Side note: This is computed in a really smart way, pre-computing a lookup table for one quadrant of the grid (up to the limited max distance). This can be found in CachedDistanceMap in map_cspace.cpp.

Side side note: However, it could be optimised further since currently it uses double-pointer indirection (double**) as opposed to linearising the array and doing it with a multiplication followed by addition. This is a micro-optimisation however.

# Sensor model: Likelihood field

AMCL has both likelihood models (two of them) and a beam model, but the focus for this analysis is exclusively on the likelihood model.

AMCL uses a limited number of beams (30 by default), spaced equidistantly in the sensor code.

Because of the difference in the map it is non-trivial to work out if I’m doing the same thing as AMCL for computing the probability, but here is what AMCL does in Python-esque pseudo code (“de-optimised”):

for particle in cloud:
pose = particle.pose + laser_offset
p = 0
for beam in subset(scan, max_beams):
if not sanity_check(beam):
# check beam for max range, NaN etc
continue
endpoint = trigonometry(beam, pose)
map_coords = math(endpoint)
if map_coords is outside_map:
z = max_occ_dist  # Max distance we precomputed distances for
else:
z = map_data[map_coords].occ_dist
pz = z_hit * exp(- (z ** 2) / (2 * sigma_hit ** 2))
pz += z_rand / range_max
# Here is a helpful assert to ensure pz is in [0, 1]
p += pz ** 3
particle.weight = p


All the time, the total weight is tracked as well and everything is normalised to [0, 1] at the end (assuming non-zero weights).

From this, it can be seen that AMCL does not use the algorithm in the book, but rather adds probabilities, but in a non-linear way (cubing them). The cubing is documented as “ad-hoc” but “works well”. In the range of interest [0, 1] this has the effect of reducing the values. However, this reduction is non-linear and small values will be reduced more.

In addition to this algorithm, there is an extended likelihood field algorithm with something called beam skipping (not enabled by default), which according to the documentation is supposed to help with unexpected obstacles. If enabled, this part of the algorithm is still only active after the particle set has converged.

In a strange oversight, AMCL does not precompute the probability, only the distance to the nearest obstacles. It would have been quite possible to precompute the probability on that map. Maybe this is because AMCL has some sort of support for dynamic parameter change, which would break this if sigma_hit would change without getting a new map?

# Particle filter

As for the particle filter itself, its design is informed by the choice of resampling procedure (KLD).

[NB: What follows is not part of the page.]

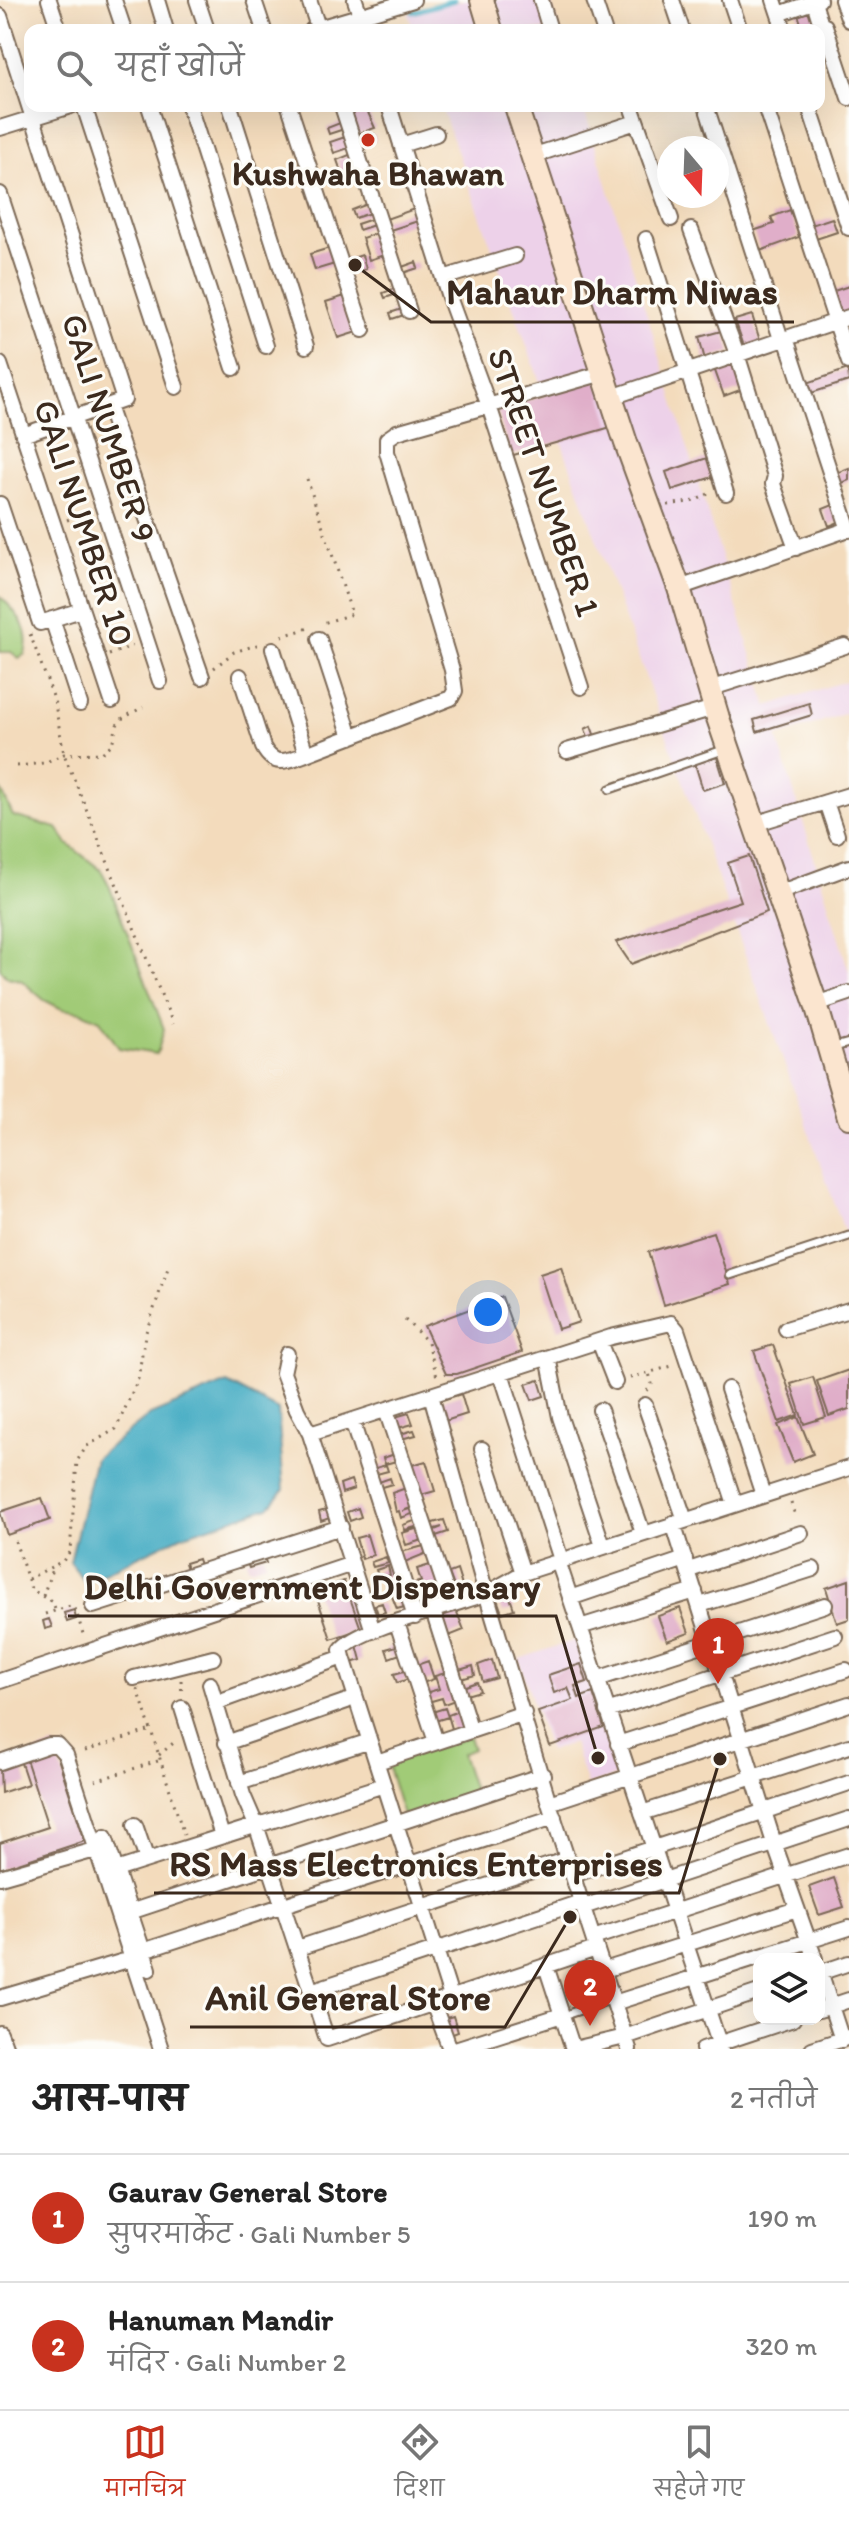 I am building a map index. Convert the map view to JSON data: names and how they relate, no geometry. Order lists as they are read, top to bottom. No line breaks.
{"streets":{"street":["GALI NUMBER 9","STREET NUMBER 1","GALI NUMBER 10"]},"places":["Kushwaha Bhawan","Mahaur Dharm Niwas","Delhi Government Dispensary","RS Mass Electronics Enterprises","Anil General Store"],"north":"bottom","page":{"search":"यहाँ खोजें","pins":["1","2"],"heading":["आस-पास","2 नतीजे"],"list":[{"mark":"1","name":"Gaurav General Store","note":"सुपरमार्केट · Gali Number 5","value":"190 m"},{"mark":"2","name":"Hanuman Mandir","note":"मंदिर · Gali Number 2","value":"320 m"}],"nav":["मानचित्र","दिशा","सहेजे गए"]}}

The filter has a min and max number of particles, as well as various particles related to KLD.

## Convergence

There is the concept of convergence of the filter. This is computed by looking at if all particles are within a certain threshold of the mean position. Only x and y are considered for this, $$\theta$$ is not used. This seems to be used exclusively for the likelihood field with beam skipping model.

## Action & sensor update

The action update is straight-forward, trivial even, just processing all the particles with the odometry model in use.

The sensor update has a couple of extra steps however after the sensor model has executed. Simplified pseudo-python:

if total_weight > 0:
normalise_weights()
w_slow = low_pass(w_slow, avg_weight, alpha_slow)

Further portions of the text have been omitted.